The State Water Board has funding available for projects that address either drought-related urgent drinking water needs or long-term resilience.


Eligible entities include:

  • Public agencies, including counties and Regional Boards
  • Tribal governments
  • Community water systems
  • Non-profit organizations serving disadvantaged communities

For individual households, refer to the following options:

Eligible projects include:

  • Short-term solutions (mostly emergency repairs and drinking water delivery)
    • Bottled water
    • Hauled water (and tanks)
    • Well repair, rehabilitation, and replacements
    • Emergency interties
    • Vending machines
    • Necessary rented or borrowed equipment
  • Long-term solutions
    • New wells
    • Extension of service
    • Regional consolidation
    • Treatment systems
    • Distribution system improvements
    • New tanks
    • Emergency generators
    • Water recycling projects

Organizations and entities interested in funding drinking water programs for schools may apply directly through technical assistance providers. Find more information here.

How to Apply

For emergency assistance: Contact your county office of emergency services

For short-term/emergency projects (see examples below): Complete the Urgent Drinking Water Needs Application and submit to DFA-CAA@waterboards.ca.gov (assistance is available upon request)

For long-term/resiliency projects (see examples below): Complete the funding application online via the Financial Assistance Application Submittal Tool (FAAST).
For small communities, select the Request for Proposal (RFP) titled "Small Community Funding Program, Pre-Application". All other drinking water systems can apply directly to the RFP titled "Drinking Water State Revolving Fund" (either planning or construction). For water recycling projects, use the "Water Recycling Funding Program" RFP.

Funding Process Overview

Once a complete application is submitted, DFA staff will review and follow up with the applicant regarding any questions. Once all questions have been addressed, DFA staff will prepare and submit a funding recommendation to management. The DFA Deputy Director will review and either approve or deny funding.

If funding is approved, DFA staff will notify the Recipient and provide the start date for costs to be incurred. DFA staff will also work with the Recipient to develop a scope of work for the grant agreement.

Funding is through a reimbursement process. It typically takes several months to develop a grant agreement and reimbursements can only be paid out once a funding agreement has been executed.
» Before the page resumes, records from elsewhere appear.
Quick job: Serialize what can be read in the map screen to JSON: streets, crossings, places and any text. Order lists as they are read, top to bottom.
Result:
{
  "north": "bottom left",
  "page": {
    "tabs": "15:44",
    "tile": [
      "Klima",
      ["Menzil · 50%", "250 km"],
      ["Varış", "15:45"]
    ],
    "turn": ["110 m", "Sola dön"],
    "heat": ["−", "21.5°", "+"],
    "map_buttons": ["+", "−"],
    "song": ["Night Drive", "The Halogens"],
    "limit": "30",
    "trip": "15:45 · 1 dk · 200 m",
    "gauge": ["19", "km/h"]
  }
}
Once the agreement is executed, the Recipient will submit reimbursement requests and progress reports as the project is implemented.
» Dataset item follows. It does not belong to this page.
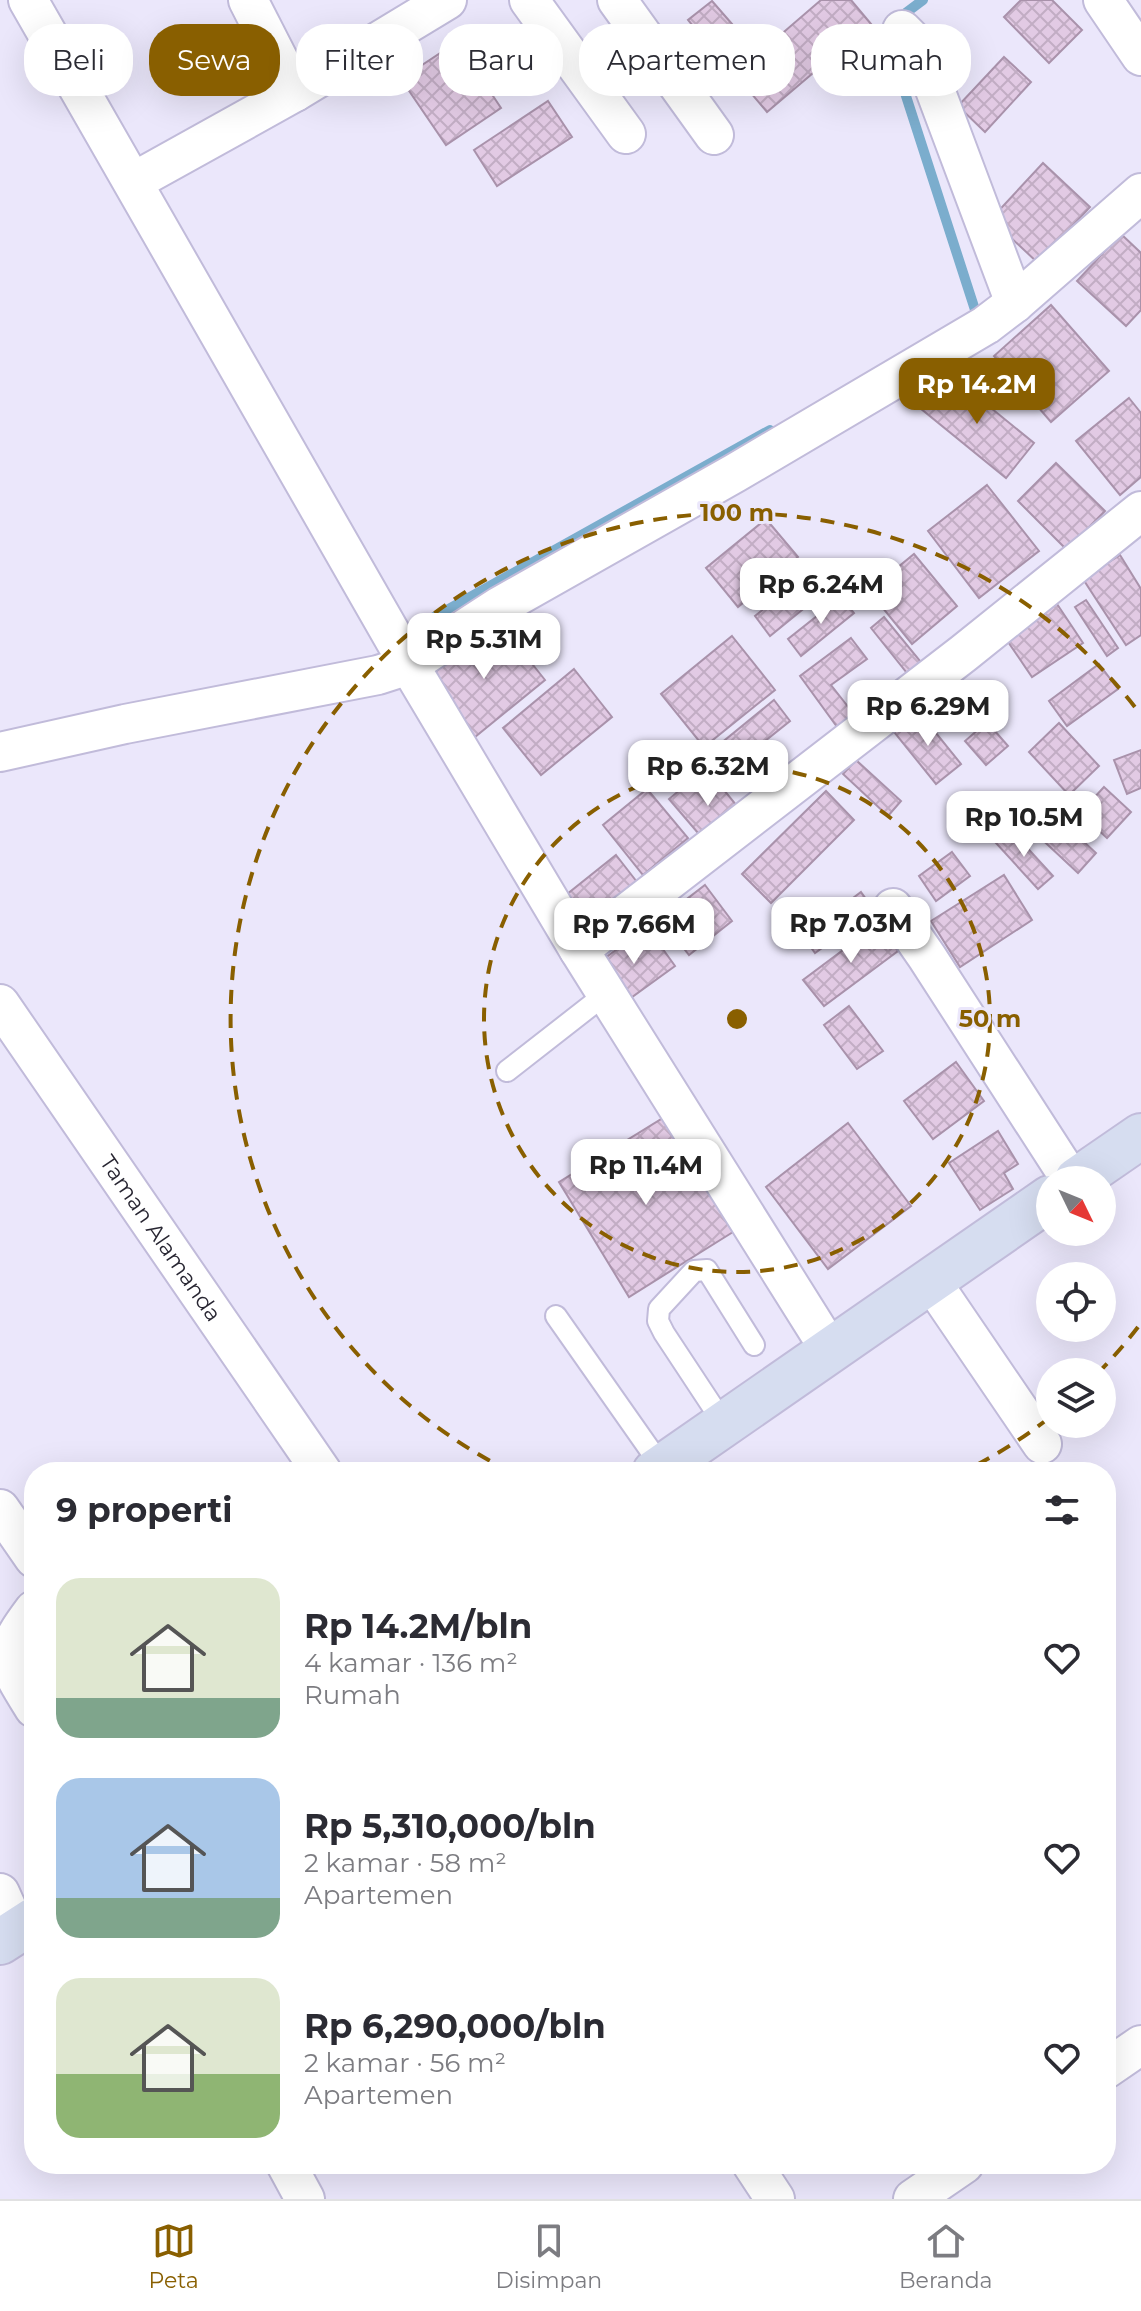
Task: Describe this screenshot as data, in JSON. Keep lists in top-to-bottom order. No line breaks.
{"streets":{"street":["Taman Alamanda"]},"north":"bottom right","page":{"chip":["Beli","Sewa","Filter","Baru","Apartemen","Rumah"],"price":["Rp 14.2M","Rp 6.24M","Rp 5.31M","Rp 6.29M","Rp 6.32M","Rp 10.5M","Rp 7.03M","Rp 7.66M","Rp 11.4M"],"heading":"9 properti","list":[{"name":"Rp 14.2M/bln","note":"4 kamar · 136 m² · Rumah"},{"name":"Rp 5,310,000/bln","note":"2 kamar · 58 m² · Apartemen"},{"name":"Rp 6,290,000/bln","note":"2 kamar · 56 m² · Apartemen"}],"tabs":["Peta","Disimpan","Beranda"]},"rings":["100 m","50 m"]}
Responsibility During Emergencies

All emergencies begin at the local level and the Local Government is best positioned to provide immediate emergency relief such as bottled and hauled water. Under the State’s Standardized Emergency Management System (SEMS), the Local Government should request assistance and resources from progressive levels of the state's emergency management organization as they exhaust their resources. The CalOES 2016 Administrative Order with the Water Boards outlines the requirement to follow the SEMS process during emergency and disaster operations. This allows the Regional and State organizational levels to respond and provide the required support.
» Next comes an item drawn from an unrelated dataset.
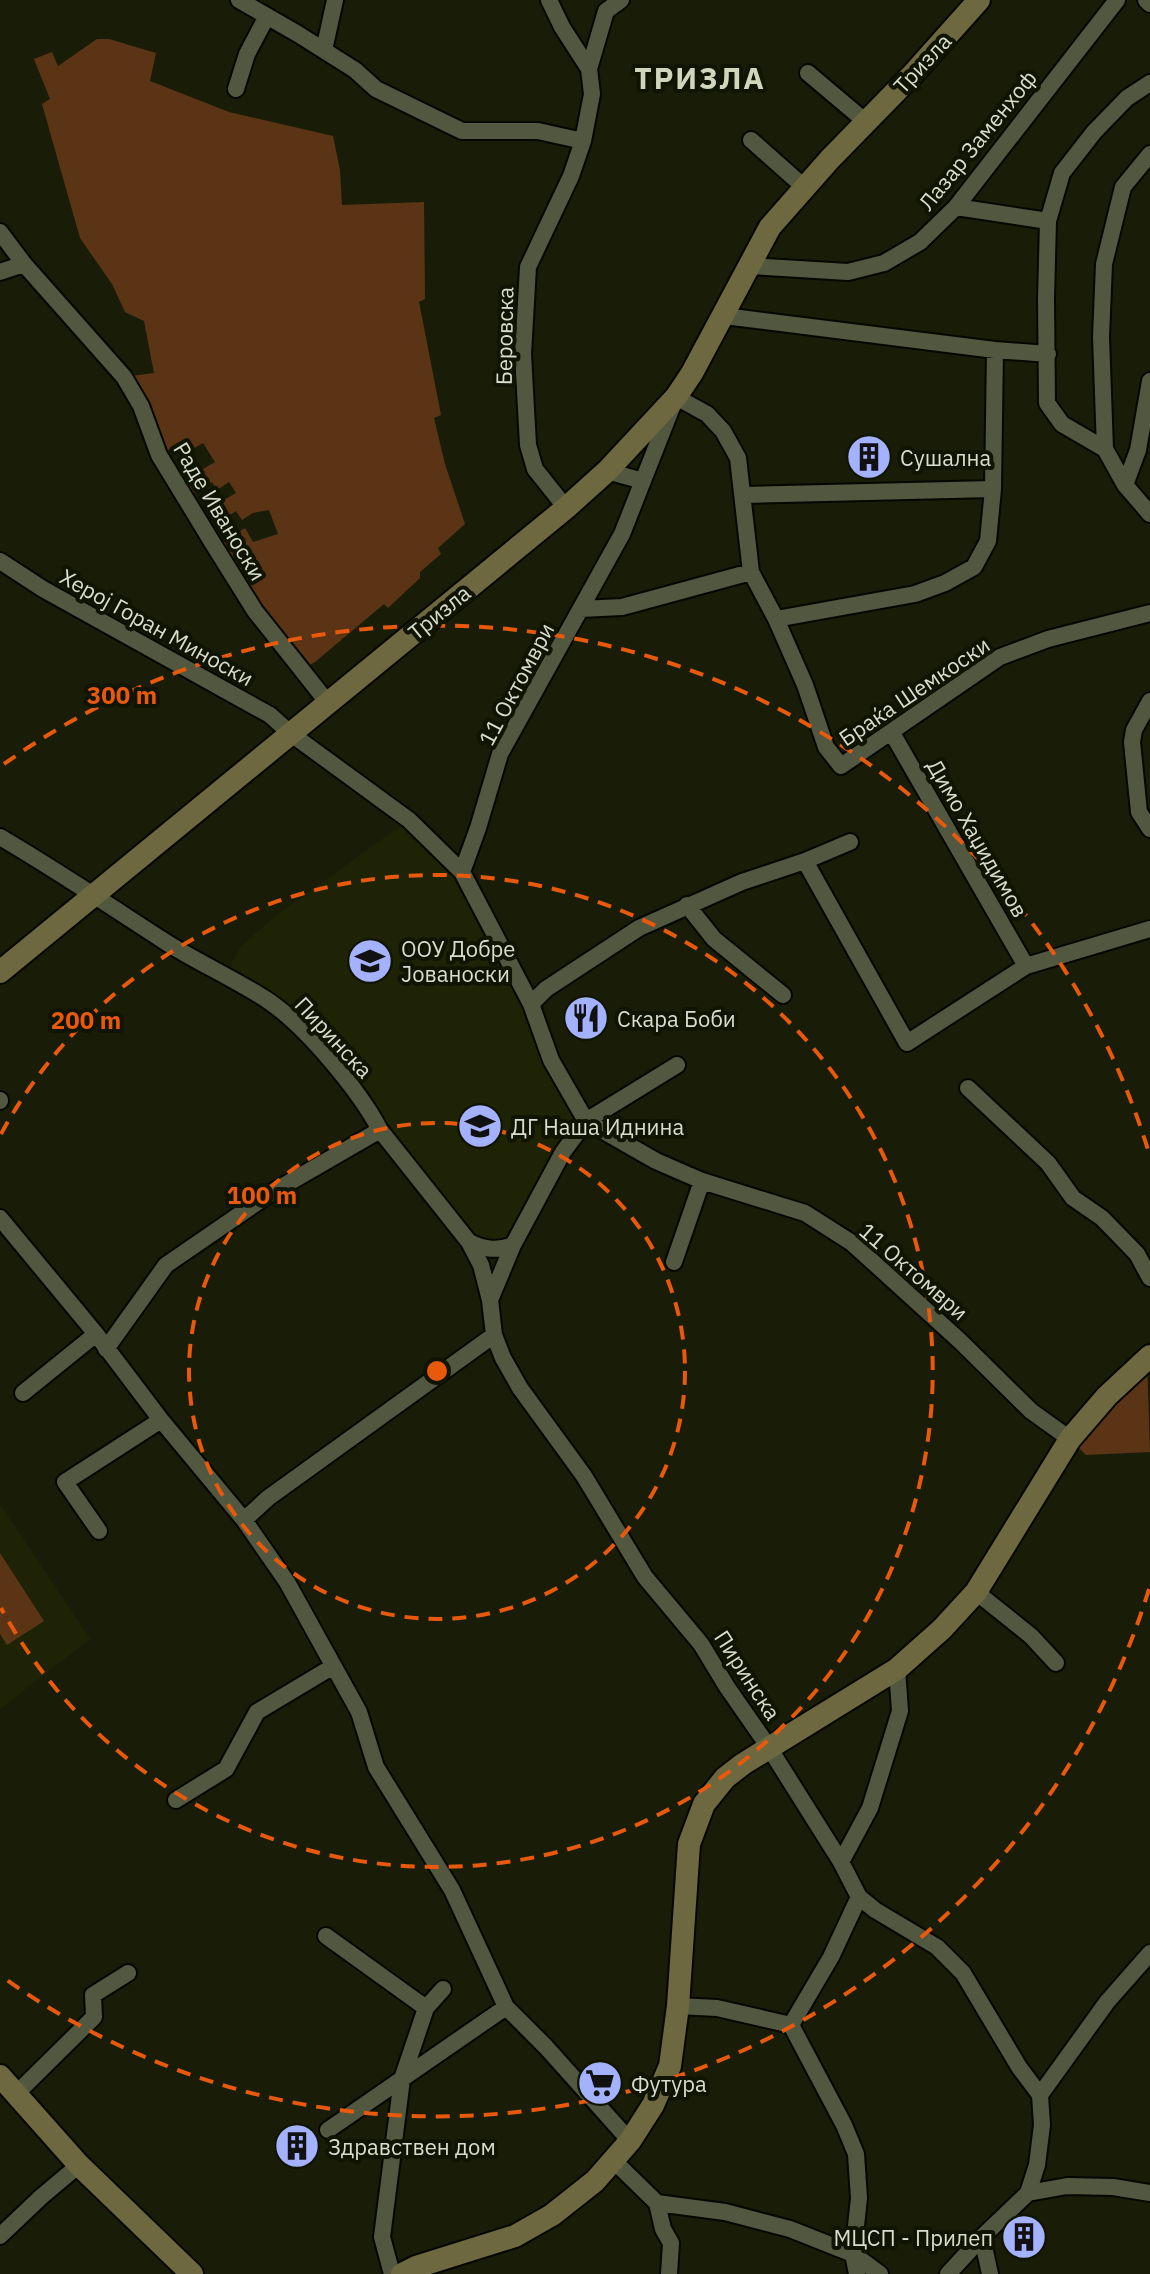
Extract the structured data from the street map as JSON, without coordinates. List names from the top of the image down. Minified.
{"streets":{"street":["Тризла","Лазар Заменхоф","Беровска","Раде Иваноски","Херој Горан Миноски","11 Октомври","Браќа Шемкоски","Димо Хаџидимов","Пиринска"]},"crossings":[["Тризла","Лазар Заменхоф"],["Тризла","Беровска"],["Тризла","Раде Иваноски"],["Тризла","Херој Горан Миноски"],["Тризла","11 Октомври"],["Тризла","Пиринска"],["11 Октомври","Пиринска"],["Браќа Шемкоски","Димо Хаџидимов"]],"districts":["ТРИЗЛА"],"places":{"building":["Сушална","Здравствен дом","МЦСП - Прилеп"],"school or university":["ООУ Добре Јованоски","ДГ Наша Иднина"],"restaurant":["Скара Боби"],"supermarket":["Футура"]},"rings":["300 m","200 m","100 m"]}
Similarly, a Public Water System (PWS) must first go through their Local Government Office of Emergency Services to request emergency funding for immediate relief while simultaneously notifying the Water Board’s Division of Drinking Water of this request. This allows the request for funding assistance to follow the SEMS organizational levels for effective and timely management of the request while providing the Water Board with situational awareness to assist where necessary.